5. Il résulte de l'instruction qu'après avoir reçu, le 27 juin 2024, la liste des assesseurs désignés par les candidats aux élections législatives, le maire du Vésinet a, dès le lendemain, convoqué M. B pour assurer les fonctions d'assesseur suppléant lors du 1er tour des élections, le 30 juin 2024. De fait, si M. B avait le 26 juin informé le maire et son directeur de cabinet par message électronique, de ce que, n'ayant pas reçu de convocation, il ne serait pas présent les deux dimanches des élections législatives, et ne pourrait donc participer à la tenue des bureaux de vote, il n'avait toutefois assorti ce courrier d'aucune excuse valable. Par un nouveau courrier électronique du 29 juin 2024, M. B, à réception de sa convocation, a confirmé au service compétent de la mairie être absent ce jour-là, sans toutefois davantage apporter de précisions. Dès lors, par cette déclaration expresse, il a refusé d'exercer les fonctions d'assesseur pourtant dévolues par la loi. Or, il ne justifie d'aucune excuse valable. Les conditions posées par les dispositions de l'article L. 2121-5 du code général des collectivités territoriales sont donc remplies.

6. Il résulte de tout ce qui précède qu'il y a lieu de déclarer M. B démissionnaire d'office de ses fonctions de conseiller municipal.

D E C I D E :

Article 1er : M. Bernard Grouchko est déclaré démissionnaire d'office de son mandat de conseiller municipal de la commune du Vésinet.

Article 2 : Le présent jugement sera notifié au maire de la commune du Vésinet, à M. Bernard Grouchko et au ministre de l'intérieur et des outre-mer.

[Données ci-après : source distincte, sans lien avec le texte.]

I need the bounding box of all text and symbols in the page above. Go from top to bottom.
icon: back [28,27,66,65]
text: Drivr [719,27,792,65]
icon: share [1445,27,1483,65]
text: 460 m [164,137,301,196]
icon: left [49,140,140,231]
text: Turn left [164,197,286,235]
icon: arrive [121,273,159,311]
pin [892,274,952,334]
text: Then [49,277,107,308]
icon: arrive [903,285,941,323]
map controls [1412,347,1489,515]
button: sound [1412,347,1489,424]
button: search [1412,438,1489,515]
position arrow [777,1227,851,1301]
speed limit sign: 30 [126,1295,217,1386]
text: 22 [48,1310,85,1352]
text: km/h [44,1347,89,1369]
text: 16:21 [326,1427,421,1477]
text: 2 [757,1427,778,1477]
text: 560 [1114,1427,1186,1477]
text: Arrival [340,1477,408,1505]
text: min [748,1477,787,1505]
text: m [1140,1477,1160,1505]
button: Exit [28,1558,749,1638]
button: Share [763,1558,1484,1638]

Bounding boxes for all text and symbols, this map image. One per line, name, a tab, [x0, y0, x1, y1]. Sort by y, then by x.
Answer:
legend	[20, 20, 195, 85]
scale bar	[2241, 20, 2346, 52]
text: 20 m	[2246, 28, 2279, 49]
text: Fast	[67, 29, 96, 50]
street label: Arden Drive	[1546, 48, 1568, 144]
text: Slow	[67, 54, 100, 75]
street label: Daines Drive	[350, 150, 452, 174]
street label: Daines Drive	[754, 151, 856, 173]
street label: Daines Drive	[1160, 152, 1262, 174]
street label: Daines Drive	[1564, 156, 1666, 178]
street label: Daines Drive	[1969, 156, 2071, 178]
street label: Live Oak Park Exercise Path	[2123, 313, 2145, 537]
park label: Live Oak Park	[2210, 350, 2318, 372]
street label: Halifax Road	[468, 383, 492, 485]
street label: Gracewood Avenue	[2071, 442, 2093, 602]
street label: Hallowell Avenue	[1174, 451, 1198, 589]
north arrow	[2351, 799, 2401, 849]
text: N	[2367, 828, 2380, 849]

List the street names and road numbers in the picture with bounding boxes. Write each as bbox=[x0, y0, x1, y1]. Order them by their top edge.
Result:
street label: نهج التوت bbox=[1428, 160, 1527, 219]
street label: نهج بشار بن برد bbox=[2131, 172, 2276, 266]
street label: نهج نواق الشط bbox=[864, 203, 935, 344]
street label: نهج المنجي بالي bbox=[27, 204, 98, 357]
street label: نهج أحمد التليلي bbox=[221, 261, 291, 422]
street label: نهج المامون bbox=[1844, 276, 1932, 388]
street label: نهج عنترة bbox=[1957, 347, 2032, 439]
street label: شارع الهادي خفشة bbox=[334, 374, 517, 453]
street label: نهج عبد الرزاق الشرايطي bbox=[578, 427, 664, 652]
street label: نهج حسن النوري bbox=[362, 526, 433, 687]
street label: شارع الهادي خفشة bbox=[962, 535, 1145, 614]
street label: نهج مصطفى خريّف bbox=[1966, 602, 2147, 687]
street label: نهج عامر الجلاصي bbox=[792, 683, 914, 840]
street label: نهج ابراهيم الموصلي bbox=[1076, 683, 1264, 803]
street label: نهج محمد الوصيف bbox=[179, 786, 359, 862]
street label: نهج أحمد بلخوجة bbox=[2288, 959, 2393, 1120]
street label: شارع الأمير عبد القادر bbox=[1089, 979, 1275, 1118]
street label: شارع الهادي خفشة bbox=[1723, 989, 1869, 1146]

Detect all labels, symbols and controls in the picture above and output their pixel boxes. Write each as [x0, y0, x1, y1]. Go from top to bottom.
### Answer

Copie en sera transmise pour information au préfet des Yvelines.

Délibéré après l'audience du 14 août 2024, à laquelle siégeaient :

- Mme Grand d'Esnon présidente,

- M. Maitre, premier conseiller,

- Mme Mathé, première conseillère.

Rendu public par mise à disposition au greffe le 14 août 2024.

La présidente-rapporteure,

signé

J. Grand d'Esnon

L'assesseur le plus ancien,

signé

B. Maitre La greffière,

signé

C. Delannoy

La République mande et ordonne au ministre de l'intérieur et des outre-mer, en ce qui le concerne, ou à tous commissaires de justice à ce requis en ce qui concerne les voies de droit commun, contre les parties privées, de pourvoir l'exécution de la présente décision.